Anyway, right now I’m doing some ‘alias’ type commands:

alias lx='exa --icons --group-directories-first' from zsh

Bear with me. I hope I’m not getting confused here… but the firest advice we get is to add this as a ‘function’.

To do this in fish we can do this:
alias c='clear'
Followed by funcsave c

Now if you type c it will do clear.
However, in zsh I always have my alias commands expand - so now we will abandon ‘alias’ and use ‘abbr’.

This is an attractive side of fish.
From zsh I have:

alias convertmkv-mp4='for i in *.mkv; do ffmpeg -i "$i" -c:a copy -c:v copy "${i%.*}.mp4"; done'

Which is easy to remember, gets me the sentence so that I can tweak/edit before executing.

This can’t be added as a function in fish - but now I decided to quit alias.

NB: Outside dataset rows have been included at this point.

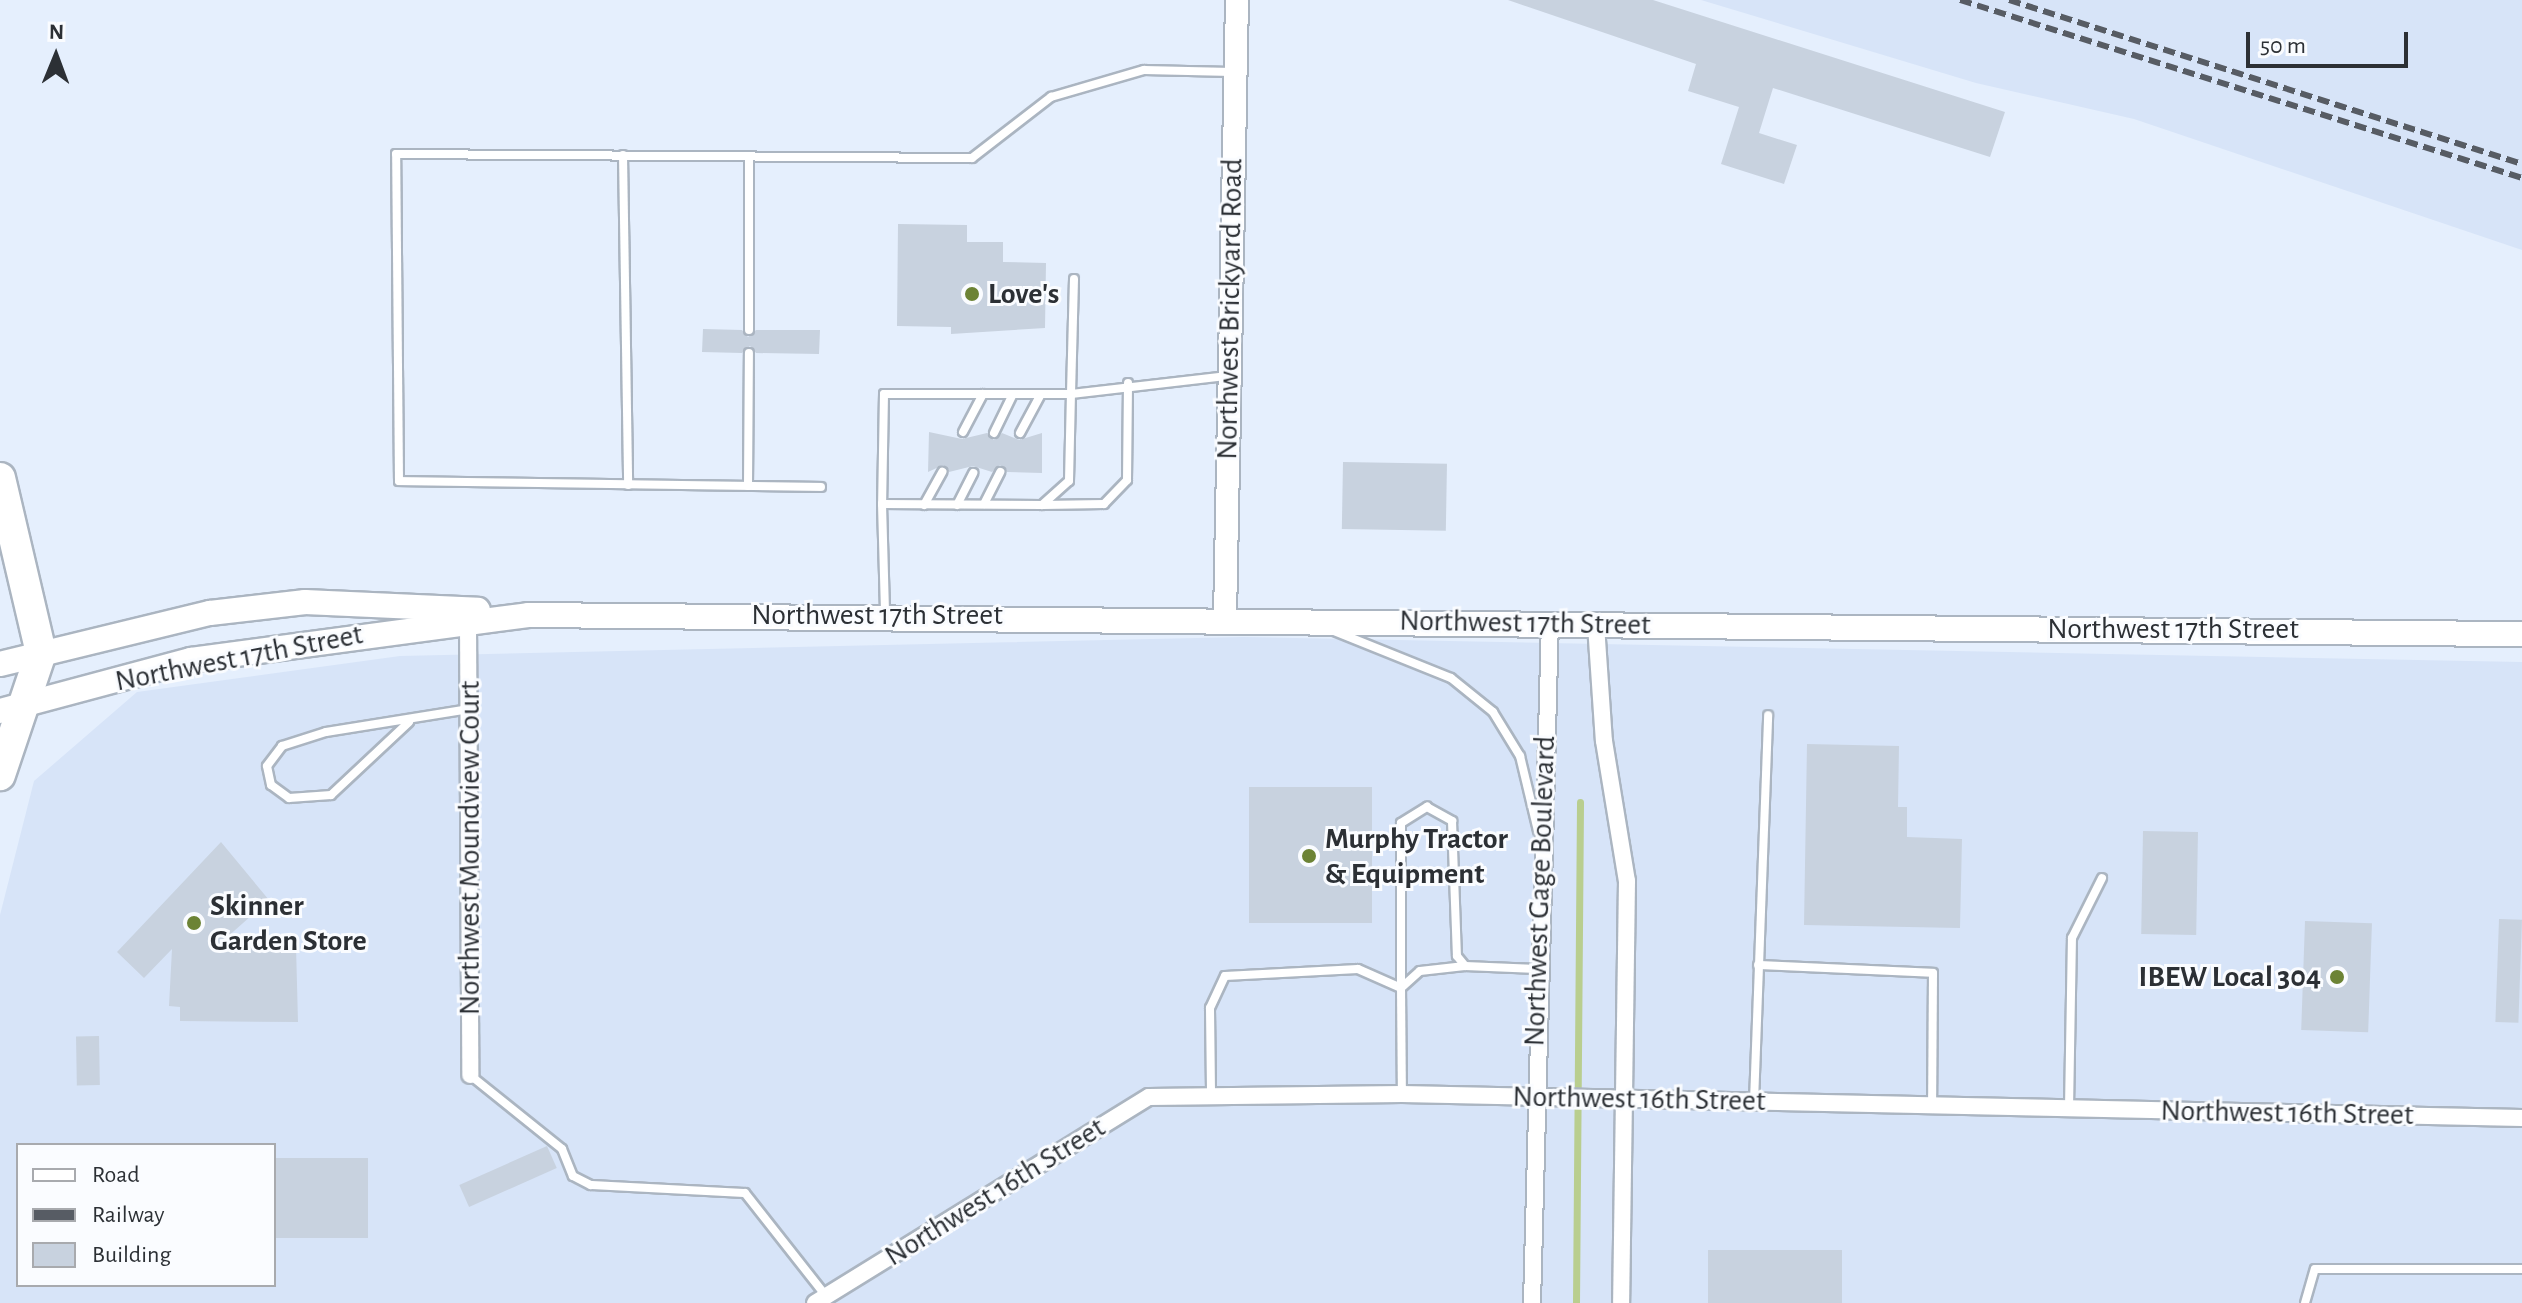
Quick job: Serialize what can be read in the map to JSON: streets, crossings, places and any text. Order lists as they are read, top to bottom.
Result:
{
  "streets": {
    "main road": ["Northwest 17th Street"],
    "street": [
      "Northwest Brickyard Road",
      "Northwest Moundview Court",
      "Northwest Gage Boulevard",
      "Northwest 16th Street"
    ]
  },
  "crossings": [
    ["Northwest Brickyard Road", "Northwest 17th Street"],
    ["Northwest 17th Street", "Northwest Moundview Court"],
    ["Northwest 17th Street", "Northwest Gage Boulevard"],
    ["Northwest Gage Boulevard", "Northwest 16th Street"]
  ],
  "places": [
    "Love's",
    "Murphy Tractor & Equipment",
    "Skinner Garden Store",
    "IBEW Local 304"
  ],
  "legend": ["Road", "Railway", "Building"],
  "scale_bar": "50 m",
  "north": "top"
}
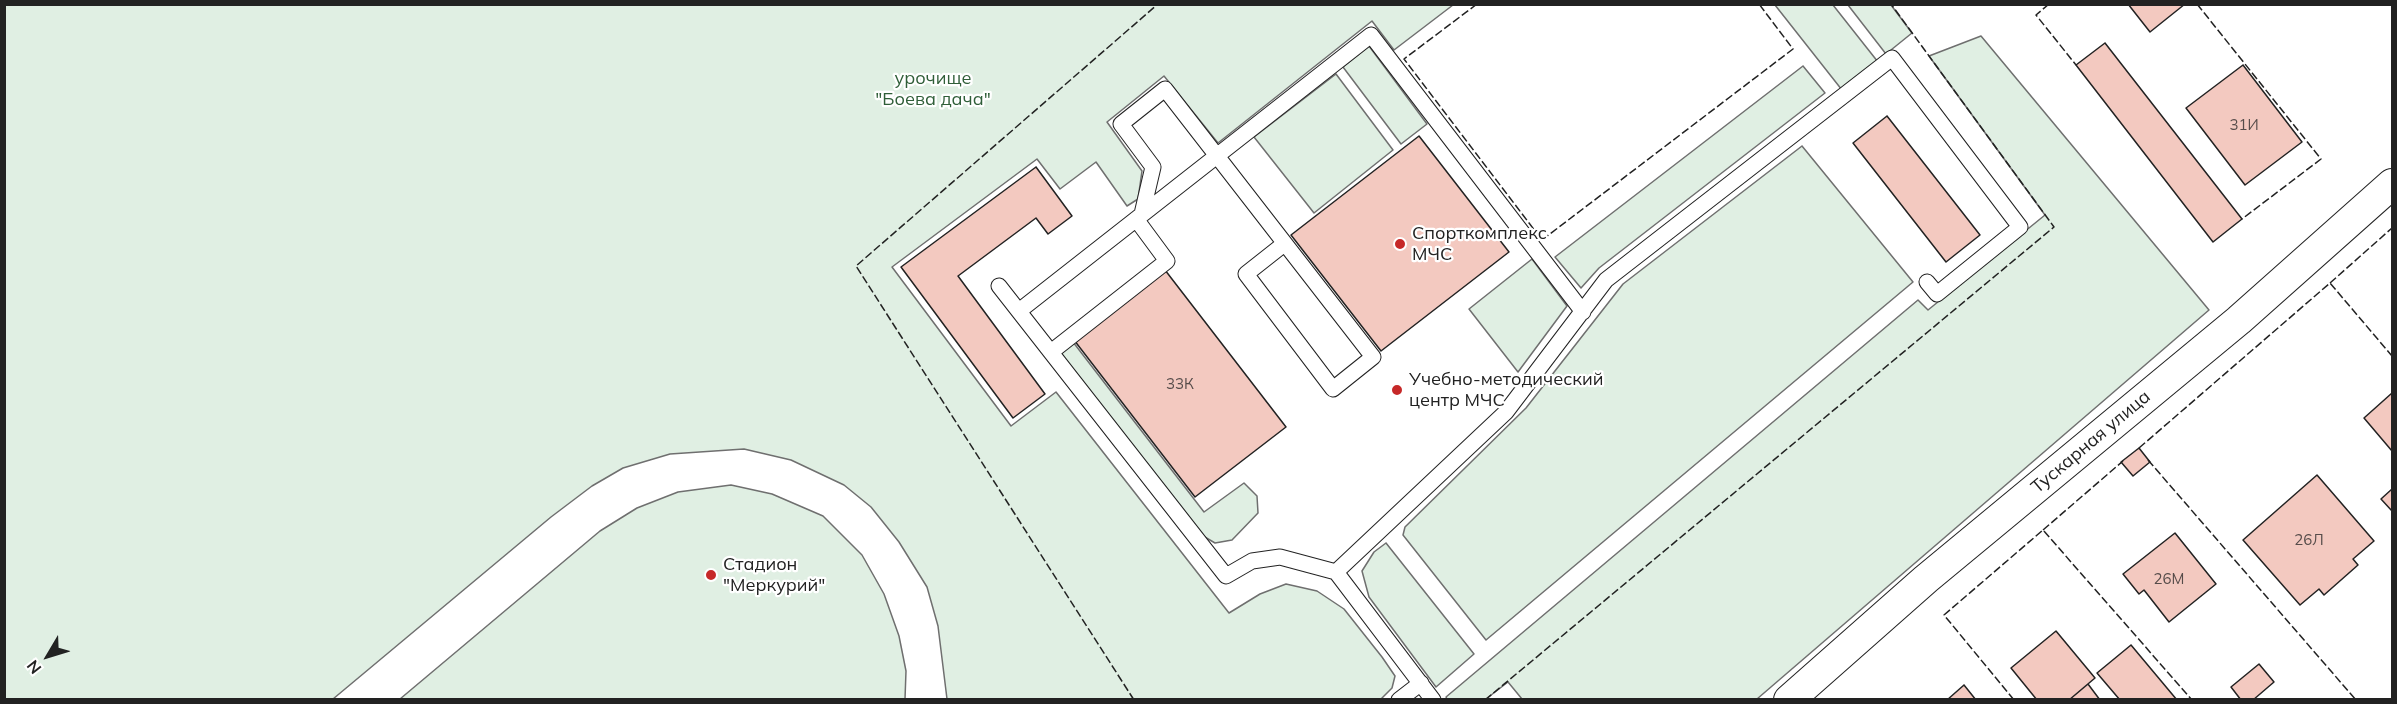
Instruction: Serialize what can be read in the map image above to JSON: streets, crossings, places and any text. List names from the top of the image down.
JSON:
{
  "streets": {
    "street": ["Тускарная улица"]
  },
  "parks": ["урочище \"Боева дача\""],
  "places": ["Спорткомплекс МЧС", "Учебно-методический центр МЧС", "Стадион \"Меркурий\""],
  "house_numbers": [
    "31И",
    "33К",
    "26Л",
    "26М"
  ],
  "north": "bottom left"
}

Now we have alias alias='abbr'
then funcsave alias.

This turns 'alias ’ into the zsh feature, an abbreviation which you type to paste the whole sentence.

Now - we paste the original zsh alias:

alias convertmkv-mp4='for i in *.mkv; do ffmpeg -i "$i" -c:a copy -c:v copy "${i%.*}.mp4"; done'

Then we delete the = and hit <enter>
Now it’s moved to fish as an abbreviation.

So all in all it is pretty nice for adding ‘alias’ commands.

It’s the ‘tab’ completion - which has the magic talent of accessing the man pages and bringing up options with explanations which makes it a sexy option to me…

I have been on several fishing trips - always fun …

I got so used to editing zshconfig…

Just that I can enter a whole sentence for conversion abbr convert is already amazing.

Do not use chsh -s fish for interactive login shell because it is not compatible with POSIX.

Set fish in the profile of konsole is fine.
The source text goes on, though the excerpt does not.